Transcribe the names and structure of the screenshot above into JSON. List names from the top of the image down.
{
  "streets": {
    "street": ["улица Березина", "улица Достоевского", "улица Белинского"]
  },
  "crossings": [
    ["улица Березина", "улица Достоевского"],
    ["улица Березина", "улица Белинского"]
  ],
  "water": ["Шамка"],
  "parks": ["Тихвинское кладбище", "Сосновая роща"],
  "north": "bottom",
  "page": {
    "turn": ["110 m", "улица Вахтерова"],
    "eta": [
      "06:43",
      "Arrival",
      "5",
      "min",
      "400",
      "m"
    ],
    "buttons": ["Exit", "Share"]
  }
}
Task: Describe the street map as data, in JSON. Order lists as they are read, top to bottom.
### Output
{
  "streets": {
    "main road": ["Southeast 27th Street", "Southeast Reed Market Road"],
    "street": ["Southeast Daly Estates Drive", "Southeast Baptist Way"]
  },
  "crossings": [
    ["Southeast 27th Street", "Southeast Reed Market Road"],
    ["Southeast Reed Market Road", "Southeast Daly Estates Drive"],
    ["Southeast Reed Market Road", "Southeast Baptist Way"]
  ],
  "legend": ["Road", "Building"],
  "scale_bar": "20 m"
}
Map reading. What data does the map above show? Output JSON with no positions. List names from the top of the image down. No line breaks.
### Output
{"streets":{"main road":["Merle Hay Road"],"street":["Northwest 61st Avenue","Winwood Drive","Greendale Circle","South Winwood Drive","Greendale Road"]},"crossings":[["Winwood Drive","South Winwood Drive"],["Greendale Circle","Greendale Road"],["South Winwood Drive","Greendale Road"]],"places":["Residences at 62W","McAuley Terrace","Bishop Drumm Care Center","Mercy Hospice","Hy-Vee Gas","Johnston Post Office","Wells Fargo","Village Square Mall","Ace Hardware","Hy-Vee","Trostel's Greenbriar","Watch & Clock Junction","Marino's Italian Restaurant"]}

WORK TO BE COMPLETED.
I would like you to report every line in the listing above that contains "data".

RESPONSE BOX.
Task: Describe the street map as data, in JSON. Order lists as they are read, top to bottom.
Map reading. What data does the map above show? Output JSON with no positions. List names from the top of the image down. No line breaks.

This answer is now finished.